> **Exercise**:
For every line that contains the string "stop", pull that line out of the material below.

> **Data listing**:
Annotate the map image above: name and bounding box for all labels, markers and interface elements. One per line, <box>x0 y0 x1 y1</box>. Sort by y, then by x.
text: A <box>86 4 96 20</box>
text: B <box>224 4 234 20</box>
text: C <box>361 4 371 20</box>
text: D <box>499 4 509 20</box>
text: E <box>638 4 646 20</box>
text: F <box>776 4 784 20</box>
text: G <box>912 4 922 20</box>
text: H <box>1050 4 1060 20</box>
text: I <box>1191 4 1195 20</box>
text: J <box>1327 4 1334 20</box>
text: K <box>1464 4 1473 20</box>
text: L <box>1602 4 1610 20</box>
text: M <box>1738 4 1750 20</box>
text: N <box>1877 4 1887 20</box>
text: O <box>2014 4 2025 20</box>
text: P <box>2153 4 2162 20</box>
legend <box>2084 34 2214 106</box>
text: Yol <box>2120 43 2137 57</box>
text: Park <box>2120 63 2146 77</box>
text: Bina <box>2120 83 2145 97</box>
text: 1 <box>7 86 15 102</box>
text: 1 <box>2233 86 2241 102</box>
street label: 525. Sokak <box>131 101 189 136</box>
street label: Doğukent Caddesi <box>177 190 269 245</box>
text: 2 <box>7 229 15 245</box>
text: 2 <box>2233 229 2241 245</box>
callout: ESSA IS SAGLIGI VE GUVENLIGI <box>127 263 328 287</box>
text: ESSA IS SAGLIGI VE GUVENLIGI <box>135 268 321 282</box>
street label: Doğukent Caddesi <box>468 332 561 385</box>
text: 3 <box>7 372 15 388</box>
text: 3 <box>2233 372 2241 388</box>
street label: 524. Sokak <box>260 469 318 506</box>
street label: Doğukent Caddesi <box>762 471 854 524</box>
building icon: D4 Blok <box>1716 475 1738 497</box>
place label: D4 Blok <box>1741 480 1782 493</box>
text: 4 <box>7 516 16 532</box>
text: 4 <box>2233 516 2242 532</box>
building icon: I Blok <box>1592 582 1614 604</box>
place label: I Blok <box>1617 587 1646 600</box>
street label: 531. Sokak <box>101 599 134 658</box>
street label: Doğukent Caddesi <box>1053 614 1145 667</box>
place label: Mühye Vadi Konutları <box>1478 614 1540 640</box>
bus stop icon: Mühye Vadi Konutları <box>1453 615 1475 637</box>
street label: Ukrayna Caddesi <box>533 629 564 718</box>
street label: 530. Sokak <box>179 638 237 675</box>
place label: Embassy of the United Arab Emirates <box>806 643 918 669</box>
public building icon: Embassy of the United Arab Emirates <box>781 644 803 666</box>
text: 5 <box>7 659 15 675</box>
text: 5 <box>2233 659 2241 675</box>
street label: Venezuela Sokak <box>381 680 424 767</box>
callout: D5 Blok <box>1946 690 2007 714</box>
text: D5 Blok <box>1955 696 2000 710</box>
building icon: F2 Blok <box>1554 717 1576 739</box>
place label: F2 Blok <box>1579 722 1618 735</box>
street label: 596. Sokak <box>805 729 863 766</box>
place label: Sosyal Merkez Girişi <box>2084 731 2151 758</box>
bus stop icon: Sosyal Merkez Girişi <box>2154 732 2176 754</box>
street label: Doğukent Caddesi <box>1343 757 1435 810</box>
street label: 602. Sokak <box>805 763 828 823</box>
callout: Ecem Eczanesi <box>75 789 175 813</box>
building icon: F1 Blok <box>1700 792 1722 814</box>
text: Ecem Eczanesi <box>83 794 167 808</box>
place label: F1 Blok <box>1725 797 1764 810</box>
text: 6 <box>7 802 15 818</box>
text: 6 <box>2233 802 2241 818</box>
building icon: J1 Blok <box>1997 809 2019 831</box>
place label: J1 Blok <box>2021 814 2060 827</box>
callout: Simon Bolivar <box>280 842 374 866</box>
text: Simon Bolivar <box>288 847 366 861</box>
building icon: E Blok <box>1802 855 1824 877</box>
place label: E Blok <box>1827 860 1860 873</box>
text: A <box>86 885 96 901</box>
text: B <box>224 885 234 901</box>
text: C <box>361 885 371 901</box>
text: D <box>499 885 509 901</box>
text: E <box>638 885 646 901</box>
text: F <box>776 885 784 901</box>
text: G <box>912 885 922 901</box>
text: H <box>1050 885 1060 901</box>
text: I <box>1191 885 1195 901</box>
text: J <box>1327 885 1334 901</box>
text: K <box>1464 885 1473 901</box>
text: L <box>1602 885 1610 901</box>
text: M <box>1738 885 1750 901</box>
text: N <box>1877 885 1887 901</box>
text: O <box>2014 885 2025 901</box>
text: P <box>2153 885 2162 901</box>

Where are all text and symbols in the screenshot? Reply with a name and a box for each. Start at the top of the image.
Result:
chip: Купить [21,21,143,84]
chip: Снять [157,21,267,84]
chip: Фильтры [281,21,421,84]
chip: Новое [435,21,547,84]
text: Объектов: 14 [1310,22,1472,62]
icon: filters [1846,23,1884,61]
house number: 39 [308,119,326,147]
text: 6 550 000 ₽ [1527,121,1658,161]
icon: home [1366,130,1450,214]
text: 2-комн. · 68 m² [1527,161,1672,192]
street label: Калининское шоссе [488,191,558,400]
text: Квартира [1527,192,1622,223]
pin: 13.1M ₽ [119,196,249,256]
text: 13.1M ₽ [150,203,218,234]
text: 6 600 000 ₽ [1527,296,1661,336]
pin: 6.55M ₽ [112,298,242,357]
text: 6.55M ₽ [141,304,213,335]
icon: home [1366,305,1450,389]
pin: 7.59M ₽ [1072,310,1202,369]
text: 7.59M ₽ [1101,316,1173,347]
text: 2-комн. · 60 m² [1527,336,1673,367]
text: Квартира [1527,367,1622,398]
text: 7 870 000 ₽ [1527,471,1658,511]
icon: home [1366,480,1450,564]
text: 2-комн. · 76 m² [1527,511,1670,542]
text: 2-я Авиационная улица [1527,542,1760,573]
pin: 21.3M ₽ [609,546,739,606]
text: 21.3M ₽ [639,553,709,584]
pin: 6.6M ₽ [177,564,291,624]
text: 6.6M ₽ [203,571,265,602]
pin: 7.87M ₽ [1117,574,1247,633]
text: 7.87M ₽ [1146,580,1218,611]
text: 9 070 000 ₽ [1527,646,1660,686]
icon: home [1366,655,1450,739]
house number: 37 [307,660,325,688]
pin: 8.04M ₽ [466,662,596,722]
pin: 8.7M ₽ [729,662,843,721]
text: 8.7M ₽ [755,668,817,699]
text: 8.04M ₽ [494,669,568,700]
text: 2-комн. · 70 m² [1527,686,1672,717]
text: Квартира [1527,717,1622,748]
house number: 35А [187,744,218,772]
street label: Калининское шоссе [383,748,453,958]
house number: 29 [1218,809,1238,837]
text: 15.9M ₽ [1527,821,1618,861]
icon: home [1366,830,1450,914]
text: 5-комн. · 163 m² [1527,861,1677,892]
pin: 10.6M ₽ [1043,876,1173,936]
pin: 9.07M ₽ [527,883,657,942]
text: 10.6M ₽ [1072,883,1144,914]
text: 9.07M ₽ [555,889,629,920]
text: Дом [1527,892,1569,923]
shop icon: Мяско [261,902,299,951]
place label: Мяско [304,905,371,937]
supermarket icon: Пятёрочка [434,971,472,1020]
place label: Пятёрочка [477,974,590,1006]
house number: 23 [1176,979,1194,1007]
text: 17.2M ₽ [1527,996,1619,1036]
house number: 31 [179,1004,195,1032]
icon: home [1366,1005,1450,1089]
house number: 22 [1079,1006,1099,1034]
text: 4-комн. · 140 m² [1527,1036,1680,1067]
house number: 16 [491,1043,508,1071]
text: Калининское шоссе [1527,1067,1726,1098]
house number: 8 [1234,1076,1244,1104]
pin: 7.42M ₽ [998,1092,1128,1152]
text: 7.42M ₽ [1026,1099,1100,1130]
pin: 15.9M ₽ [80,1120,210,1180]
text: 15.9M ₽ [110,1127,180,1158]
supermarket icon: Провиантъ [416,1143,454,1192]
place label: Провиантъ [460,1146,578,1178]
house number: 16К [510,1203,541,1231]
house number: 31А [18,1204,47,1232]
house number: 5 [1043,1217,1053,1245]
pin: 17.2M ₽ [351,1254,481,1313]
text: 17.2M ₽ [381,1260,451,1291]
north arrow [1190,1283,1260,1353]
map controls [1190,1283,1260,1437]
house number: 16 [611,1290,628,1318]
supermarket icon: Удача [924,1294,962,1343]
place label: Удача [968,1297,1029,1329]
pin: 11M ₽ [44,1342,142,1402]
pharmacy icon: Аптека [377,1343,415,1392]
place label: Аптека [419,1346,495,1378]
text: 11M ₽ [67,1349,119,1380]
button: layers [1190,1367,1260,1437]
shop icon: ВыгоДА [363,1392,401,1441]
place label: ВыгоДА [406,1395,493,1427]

> **Expected output**:
bus stop icon: Mühye Vadi Konutları <box>1453 615 1475 637</box>
bus stop icon: Sosyal Merkez Girişi <box>2154 732 2176 754</box>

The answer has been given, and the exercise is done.